─── Records for processing

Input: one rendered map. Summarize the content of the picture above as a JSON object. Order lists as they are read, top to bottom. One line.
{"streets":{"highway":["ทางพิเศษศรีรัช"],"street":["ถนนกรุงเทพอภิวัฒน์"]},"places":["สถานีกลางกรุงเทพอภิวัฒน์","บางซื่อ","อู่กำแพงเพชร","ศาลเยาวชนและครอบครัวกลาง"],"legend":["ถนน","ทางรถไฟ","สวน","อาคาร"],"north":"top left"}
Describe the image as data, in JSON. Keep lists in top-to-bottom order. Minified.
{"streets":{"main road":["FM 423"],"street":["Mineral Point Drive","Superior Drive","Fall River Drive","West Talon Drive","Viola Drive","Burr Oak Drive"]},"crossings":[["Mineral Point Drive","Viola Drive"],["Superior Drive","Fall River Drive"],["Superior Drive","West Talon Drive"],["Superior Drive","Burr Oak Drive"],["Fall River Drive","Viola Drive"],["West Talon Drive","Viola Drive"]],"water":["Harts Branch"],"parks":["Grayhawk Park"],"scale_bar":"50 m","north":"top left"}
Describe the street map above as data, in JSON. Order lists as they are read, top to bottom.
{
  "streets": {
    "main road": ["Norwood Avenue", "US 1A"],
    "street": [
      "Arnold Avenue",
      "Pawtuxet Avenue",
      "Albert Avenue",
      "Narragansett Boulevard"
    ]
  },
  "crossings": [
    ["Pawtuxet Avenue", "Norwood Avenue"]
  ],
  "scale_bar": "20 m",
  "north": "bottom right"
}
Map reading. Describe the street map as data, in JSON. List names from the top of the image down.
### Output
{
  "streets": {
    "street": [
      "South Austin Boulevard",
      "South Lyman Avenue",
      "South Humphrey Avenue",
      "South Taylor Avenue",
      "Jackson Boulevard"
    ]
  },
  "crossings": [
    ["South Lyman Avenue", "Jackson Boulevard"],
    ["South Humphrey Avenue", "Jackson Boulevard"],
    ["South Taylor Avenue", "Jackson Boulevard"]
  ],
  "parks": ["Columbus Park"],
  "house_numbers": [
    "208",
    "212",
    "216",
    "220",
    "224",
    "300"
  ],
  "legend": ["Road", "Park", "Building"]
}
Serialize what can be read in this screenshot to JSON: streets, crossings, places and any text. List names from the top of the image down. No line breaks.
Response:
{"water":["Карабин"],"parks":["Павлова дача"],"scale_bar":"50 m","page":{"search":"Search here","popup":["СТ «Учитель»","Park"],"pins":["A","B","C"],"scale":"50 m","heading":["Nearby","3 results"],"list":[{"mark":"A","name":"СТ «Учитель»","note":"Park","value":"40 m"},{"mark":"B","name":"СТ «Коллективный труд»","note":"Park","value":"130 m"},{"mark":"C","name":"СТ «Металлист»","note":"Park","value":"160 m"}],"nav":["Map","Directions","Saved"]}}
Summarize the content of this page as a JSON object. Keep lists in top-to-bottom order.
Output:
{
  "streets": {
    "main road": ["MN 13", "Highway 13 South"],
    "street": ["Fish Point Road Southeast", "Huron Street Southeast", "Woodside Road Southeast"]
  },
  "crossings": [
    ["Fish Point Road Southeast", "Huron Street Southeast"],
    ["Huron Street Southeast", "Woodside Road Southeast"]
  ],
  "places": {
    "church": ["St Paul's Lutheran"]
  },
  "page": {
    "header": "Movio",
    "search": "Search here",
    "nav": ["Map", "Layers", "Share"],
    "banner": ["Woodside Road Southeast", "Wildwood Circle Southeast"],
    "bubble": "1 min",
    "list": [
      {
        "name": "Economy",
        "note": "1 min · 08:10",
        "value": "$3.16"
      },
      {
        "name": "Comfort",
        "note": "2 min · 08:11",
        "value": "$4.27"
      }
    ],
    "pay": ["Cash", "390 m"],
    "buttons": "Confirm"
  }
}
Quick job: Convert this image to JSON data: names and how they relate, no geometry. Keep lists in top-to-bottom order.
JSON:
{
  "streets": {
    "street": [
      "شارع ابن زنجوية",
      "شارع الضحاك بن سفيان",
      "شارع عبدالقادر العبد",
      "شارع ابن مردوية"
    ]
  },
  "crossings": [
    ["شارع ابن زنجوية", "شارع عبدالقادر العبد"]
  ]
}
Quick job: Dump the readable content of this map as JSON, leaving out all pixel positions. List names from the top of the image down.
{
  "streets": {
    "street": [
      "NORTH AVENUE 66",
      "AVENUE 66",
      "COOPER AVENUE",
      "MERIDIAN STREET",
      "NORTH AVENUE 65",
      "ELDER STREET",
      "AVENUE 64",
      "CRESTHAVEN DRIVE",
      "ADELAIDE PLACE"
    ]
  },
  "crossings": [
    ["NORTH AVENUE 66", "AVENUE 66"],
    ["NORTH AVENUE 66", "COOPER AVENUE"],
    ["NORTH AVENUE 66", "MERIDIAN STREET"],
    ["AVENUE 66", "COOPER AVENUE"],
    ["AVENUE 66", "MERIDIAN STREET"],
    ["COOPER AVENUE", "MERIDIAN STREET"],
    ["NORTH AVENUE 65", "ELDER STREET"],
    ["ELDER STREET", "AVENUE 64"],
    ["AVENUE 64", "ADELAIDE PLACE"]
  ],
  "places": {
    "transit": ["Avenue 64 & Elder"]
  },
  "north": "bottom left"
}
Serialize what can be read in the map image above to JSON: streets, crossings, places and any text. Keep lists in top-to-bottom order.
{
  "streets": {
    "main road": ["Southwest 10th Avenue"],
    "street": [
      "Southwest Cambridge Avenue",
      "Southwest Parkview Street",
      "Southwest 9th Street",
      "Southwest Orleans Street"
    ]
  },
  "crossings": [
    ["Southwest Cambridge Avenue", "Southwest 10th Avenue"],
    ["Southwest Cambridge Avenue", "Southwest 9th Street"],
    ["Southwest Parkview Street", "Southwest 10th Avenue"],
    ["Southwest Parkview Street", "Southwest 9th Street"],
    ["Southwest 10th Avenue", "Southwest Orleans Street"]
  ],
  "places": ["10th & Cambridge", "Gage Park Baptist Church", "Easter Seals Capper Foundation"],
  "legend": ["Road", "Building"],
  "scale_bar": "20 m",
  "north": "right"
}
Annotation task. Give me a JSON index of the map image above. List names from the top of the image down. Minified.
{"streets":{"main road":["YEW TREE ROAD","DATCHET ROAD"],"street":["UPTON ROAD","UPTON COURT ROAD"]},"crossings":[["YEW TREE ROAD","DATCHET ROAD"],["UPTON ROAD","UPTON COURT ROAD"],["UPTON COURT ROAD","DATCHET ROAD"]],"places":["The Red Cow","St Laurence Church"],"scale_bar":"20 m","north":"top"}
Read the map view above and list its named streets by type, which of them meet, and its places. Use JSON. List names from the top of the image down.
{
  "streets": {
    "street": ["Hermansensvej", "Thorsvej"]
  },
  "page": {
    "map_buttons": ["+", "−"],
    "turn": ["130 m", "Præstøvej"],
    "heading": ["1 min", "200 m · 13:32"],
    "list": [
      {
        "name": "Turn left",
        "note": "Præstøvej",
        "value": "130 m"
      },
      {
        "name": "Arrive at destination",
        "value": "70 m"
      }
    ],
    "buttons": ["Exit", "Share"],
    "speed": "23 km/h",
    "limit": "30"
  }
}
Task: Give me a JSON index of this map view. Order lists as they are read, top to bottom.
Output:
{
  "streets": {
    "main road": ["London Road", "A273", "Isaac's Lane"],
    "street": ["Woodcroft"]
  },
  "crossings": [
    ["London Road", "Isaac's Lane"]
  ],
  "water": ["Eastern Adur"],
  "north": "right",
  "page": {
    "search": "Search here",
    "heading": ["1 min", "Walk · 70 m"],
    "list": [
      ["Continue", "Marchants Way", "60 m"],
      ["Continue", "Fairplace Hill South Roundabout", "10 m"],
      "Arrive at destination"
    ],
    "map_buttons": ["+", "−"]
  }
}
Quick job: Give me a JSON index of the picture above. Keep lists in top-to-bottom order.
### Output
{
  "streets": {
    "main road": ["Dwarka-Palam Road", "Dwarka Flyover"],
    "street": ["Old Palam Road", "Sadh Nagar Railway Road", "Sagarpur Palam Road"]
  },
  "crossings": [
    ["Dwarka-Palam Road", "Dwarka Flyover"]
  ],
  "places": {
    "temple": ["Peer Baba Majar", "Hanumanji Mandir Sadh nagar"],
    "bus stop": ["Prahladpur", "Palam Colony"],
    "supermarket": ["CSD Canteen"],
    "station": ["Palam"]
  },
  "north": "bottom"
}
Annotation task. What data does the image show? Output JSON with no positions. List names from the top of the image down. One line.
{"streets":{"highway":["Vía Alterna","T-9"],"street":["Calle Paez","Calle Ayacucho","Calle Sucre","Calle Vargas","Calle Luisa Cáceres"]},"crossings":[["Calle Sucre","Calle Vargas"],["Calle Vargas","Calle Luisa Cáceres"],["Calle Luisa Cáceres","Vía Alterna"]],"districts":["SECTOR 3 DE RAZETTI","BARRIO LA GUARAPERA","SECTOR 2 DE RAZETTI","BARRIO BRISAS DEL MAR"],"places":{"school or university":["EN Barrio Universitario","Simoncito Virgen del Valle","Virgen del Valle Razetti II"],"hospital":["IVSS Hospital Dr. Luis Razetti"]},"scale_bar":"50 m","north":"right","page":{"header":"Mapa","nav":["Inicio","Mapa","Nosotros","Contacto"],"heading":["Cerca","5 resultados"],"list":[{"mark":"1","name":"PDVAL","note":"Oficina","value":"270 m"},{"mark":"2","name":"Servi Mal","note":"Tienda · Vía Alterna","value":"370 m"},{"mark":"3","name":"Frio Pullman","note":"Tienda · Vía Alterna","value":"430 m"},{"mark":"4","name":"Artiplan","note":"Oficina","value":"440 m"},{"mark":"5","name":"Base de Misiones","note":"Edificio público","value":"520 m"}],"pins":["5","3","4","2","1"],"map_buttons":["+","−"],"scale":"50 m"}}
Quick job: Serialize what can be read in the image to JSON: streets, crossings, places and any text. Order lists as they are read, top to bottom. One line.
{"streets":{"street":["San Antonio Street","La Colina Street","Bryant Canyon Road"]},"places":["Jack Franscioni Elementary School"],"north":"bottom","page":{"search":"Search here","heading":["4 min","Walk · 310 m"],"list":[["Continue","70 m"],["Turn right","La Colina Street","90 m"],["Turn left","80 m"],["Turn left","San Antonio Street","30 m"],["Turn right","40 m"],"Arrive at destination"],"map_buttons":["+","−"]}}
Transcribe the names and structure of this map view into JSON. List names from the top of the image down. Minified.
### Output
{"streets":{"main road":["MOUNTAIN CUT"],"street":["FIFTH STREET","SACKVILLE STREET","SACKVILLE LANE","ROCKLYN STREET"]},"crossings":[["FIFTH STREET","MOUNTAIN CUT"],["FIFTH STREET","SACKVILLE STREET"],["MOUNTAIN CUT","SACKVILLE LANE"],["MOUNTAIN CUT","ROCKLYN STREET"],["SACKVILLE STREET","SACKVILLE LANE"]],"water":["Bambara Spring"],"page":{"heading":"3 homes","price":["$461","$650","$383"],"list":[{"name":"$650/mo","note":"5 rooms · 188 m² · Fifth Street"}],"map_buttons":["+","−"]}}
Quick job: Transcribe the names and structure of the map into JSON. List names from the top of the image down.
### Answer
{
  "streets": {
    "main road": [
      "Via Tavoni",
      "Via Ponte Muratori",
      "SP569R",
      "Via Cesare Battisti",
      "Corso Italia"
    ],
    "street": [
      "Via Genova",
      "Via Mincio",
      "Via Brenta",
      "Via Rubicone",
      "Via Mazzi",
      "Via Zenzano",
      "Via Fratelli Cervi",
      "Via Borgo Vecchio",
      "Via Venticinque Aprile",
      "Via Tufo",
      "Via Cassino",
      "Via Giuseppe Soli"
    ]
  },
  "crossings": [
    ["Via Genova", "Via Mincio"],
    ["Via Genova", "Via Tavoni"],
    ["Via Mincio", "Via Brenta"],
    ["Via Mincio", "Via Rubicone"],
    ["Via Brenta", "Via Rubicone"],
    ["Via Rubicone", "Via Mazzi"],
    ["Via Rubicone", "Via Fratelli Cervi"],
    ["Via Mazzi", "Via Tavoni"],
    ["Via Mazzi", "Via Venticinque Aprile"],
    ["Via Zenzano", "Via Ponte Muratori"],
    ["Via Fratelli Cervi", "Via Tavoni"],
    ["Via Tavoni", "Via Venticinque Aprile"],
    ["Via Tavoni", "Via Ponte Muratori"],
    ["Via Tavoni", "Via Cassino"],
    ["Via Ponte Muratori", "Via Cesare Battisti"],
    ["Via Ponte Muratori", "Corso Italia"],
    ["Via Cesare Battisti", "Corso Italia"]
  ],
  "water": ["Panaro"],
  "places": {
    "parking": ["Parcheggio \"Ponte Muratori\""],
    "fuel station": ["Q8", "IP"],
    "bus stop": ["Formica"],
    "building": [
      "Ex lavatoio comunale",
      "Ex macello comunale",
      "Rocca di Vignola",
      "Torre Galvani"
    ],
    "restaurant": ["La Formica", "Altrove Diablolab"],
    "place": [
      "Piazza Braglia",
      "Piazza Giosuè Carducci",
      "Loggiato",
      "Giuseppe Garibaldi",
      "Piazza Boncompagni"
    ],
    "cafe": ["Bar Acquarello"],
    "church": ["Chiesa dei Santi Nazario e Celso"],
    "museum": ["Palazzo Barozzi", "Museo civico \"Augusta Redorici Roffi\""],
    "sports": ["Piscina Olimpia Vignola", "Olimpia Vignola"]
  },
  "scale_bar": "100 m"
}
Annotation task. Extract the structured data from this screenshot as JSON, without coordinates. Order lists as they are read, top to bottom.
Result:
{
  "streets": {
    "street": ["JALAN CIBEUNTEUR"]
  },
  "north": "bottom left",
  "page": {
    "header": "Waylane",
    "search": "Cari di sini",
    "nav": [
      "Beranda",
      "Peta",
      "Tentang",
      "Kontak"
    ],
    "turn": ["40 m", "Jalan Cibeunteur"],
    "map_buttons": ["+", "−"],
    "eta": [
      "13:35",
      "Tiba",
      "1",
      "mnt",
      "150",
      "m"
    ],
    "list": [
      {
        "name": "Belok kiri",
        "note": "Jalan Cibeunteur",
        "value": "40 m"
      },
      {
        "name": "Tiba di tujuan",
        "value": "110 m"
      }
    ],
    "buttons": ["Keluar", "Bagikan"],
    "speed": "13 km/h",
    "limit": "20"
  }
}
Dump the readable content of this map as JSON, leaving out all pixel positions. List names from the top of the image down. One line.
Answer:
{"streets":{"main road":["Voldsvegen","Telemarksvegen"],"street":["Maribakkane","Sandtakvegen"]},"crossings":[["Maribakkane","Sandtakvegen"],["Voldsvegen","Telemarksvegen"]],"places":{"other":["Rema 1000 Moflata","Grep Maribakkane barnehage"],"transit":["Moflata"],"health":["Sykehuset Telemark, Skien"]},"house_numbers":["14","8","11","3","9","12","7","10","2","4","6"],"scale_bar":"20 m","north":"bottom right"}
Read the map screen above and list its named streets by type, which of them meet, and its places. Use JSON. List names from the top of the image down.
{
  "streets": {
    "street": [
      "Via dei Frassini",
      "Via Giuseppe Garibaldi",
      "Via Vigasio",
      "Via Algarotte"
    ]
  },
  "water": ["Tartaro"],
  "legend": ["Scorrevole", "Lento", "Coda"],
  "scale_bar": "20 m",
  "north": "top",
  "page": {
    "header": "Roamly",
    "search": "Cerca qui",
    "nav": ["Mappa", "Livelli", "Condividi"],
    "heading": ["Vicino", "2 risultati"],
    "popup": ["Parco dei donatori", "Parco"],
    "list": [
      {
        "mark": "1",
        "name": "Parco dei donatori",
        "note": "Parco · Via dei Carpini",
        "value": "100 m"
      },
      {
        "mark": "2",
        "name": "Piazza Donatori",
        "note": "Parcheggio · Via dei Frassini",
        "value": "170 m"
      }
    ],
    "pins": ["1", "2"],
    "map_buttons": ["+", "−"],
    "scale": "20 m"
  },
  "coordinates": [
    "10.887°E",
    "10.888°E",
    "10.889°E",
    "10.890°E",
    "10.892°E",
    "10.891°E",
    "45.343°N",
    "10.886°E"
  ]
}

──────

Going through the entries above, tally each line that has the word "into". Answer with the number only.

_Output for this exercise_
2